Taco Hoekwater | 1 Jun 12:56 2010

Re: BibTeXU

Karl Berry wrote:
>     I gather this is what used to be bibtex8 in former years?
> 
> bibtexu is/was a project by Yannis (and a student or two) to use the ICU
> library with BibTeX.  Peter also put in the massive efforts needed to
> make this work in the TL build system and have bibtexu and xetex use the
> same ICU library

Bibtexu does not actually seem to work all that well, or at least it
has some quirks on my linux 64 box. I experimented a bit because it
sounds promising. Long email follows.

I created a small test.aux file with just this in it:

\citation{*}
\bibstyle{plain}
\bibdata{xampl}

At first it complained that it could not find '88591lat.csf'. This
is probably just a packaging error: as it stands, the bibtexu package
should depend on bibtex8 (or the files have to be moved to the bibtexu
package, I do not know whether bibtex8 needs them).  I installed
bibtex8, and that took care of that.

But then, I got this:

[taco <at> ntg tmp]$ bibtexu test
The 8-bit codepage and sorting file: 88591lat.csf
The top-level auxiliary file: test.aux
The style file: plain.bst
Database file #1: xampl.bib
Terminated

I killed it after about five minutes, and by then it had used
2minutes CPU time, Resident size was 1G, and Virtual size 2.3G
(and growing).

valgrind gives about a gazillion

   'Conditional jump or move depends on uninitialised value(s)'

messages.

It seems \citation{*} is causing this trouble, because a test
without it runs fine (changed to \citation{article-full}).

Having found a working solution, now I wanted to see about
that 'u' at the end of the program name. Big disappointment
there: from the documentation in 'source', the 'u' apparently
stands for 'Unified' or so and at first glance it has nothing
to do with Unicode  at all. (I could have stopped there
because to me there would be little point to a drop-in
replacement of bibtex8).

Nevertheless, the line:

    The 8-bit codepage and sorting file: 88591lat.csf

gave the impression that that csf file is configurable.
00readme.txt from the source says there should be a command
line option:

        -c  --csfile FILE

but this option does not work nor is it listed in the -h
output: I get the help text echoed back at me (there are more
options listed in 00readme.txt that do exist, but I am not
in the mood to list them all).

The 00readme.txt from the source says you can set an
environment variable (BIBTEX_CSFILE), so I tried that:

[taco <at> ntg tmp]$ env BIBTEX_CSFILE=cp47lat.csf bibtexu xampl-latex
The 8-bit codepage and sorting file: 88591lat.csf
The top-level auxiliary file: xampl-latex.aux
The style file: plain.bst
Database file #1: xampl.bib

Didn't work. Continuing on, it turns out that kpsewhich cannot
find cp47lat.csf either, so I tried an absolute path:

[taco <at> ntg tmp]$ env 
BIBTEX_CSFILE=/home/taco/texlive/2010/texmf-dist/bibtex/csf/base/cp437lat.csf 
bibtexu xampl-latex
The 8-bit codepage and sorting file: 88591lat.csf
The top-level auxiliary file: xampl-latex.aux
The style file: plain.bst
Database file #1: xampl.bib

Doesn't work either. Then I remembered having seen a debug
switch: --debug=search:

[taco <at> ntg tmp]$ env BIBTEX_CSFILE=cp437lat.csf bibtexu --debug=search 
xampl-latex
The 8-bit codepage and sorting file: 88591lat.csf
The top-level auxiliary file: xampl-latex.aux
The style file: plain.bst
Database file #1: xampl.bib

Also doesn't seem to do anything. Un-phased, try with --debug=all:

[taco <at> ntg tmp]$ env BIBTEX_CSFILE=cp437lat.csf bibtexu --debug=all 
xampl-latex

Lots of output this time, but _nothing_ related to file searching.

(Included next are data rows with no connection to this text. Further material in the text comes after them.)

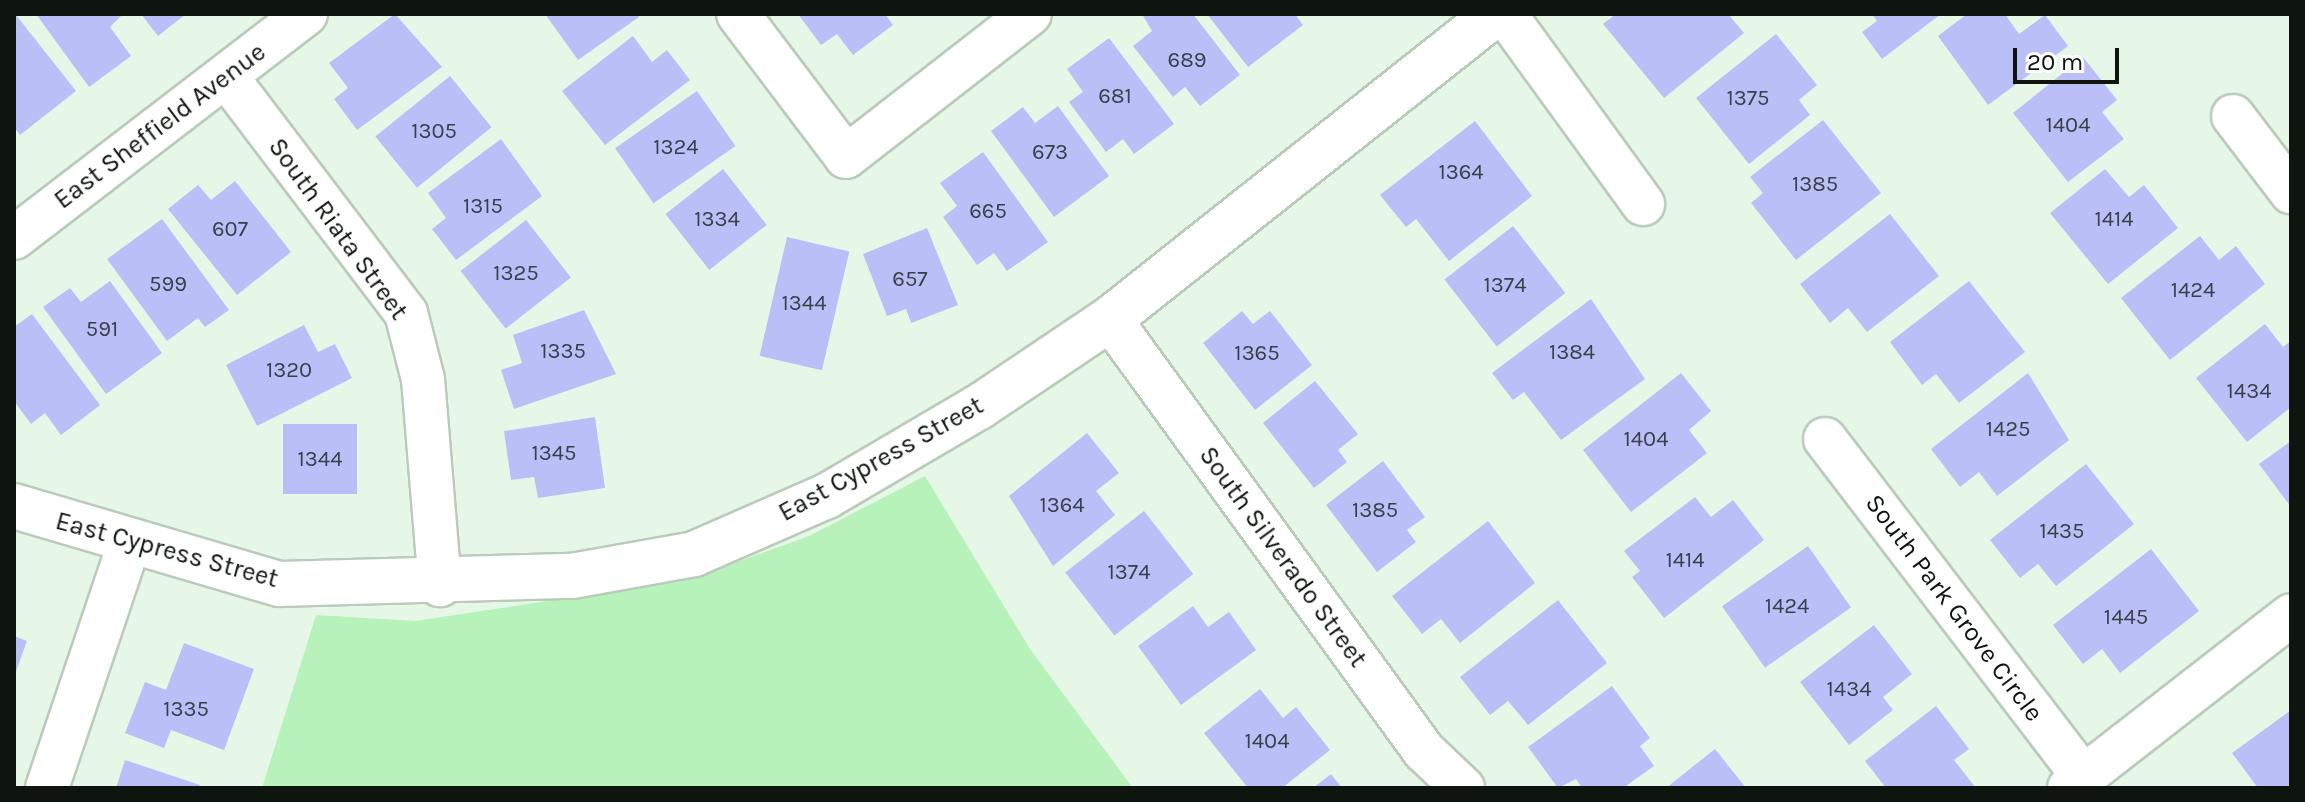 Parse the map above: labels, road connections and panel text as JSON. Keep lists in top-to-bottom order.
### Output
{
  "streets": {
    "street": [
      "East Sheffield Avenue",
      "South Riata Street",
      "East Cypress Street",
      "South Silverado Street",
      "South Park Grove Circle"
    ]
  },
  "crossings": [
    ["East Sheffield Avenue", "South Riata Street"],
    ["South Riata Street", "East Cypress Street"],
    ["East Cypress Street", "South Silverado Street"]
  ],
  "house_numbers": [
    "689",
    "681",
    "1375",
    "1404",
    "1305",
    "1324",
    "673",
    "1364",
    "1385",
    "1315",
    "665",
    "1334",
    "1414",
    "607",
    "1325",
    "657",
    "599",
    "1374",
    "1424",
    "1344",
    "591",
    "1335",
    "1384",
    "1365",
    "1320",
    "1434",
    "1425",
    "1404",
    "1345",
    "1344",
    "1364",
    "1385",
    "1435",
    "1414",
    "1374",
    "1424",
    "1445",
    "1434",
    "1335",
    "1404"
  ],
  "scale_bar": "20 m"
}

Now I could have given up, but then I realized that perhaps the
u in bibtexu is about *input*, not output or whatever is implied
by '8-bit codepage and sorting file'. So I created a copy of
xampl.bib and changed Aamport to "Aaämport", saved as UTF-8,
and ran:

[taco <at> ntg tmp]$ bibtexu xampl-latex

Much to my surprise, the output is UTF-8! That is exactly what
I wanted, but what is all this talk about 8-bit csf files
about then? I don't understand that at all.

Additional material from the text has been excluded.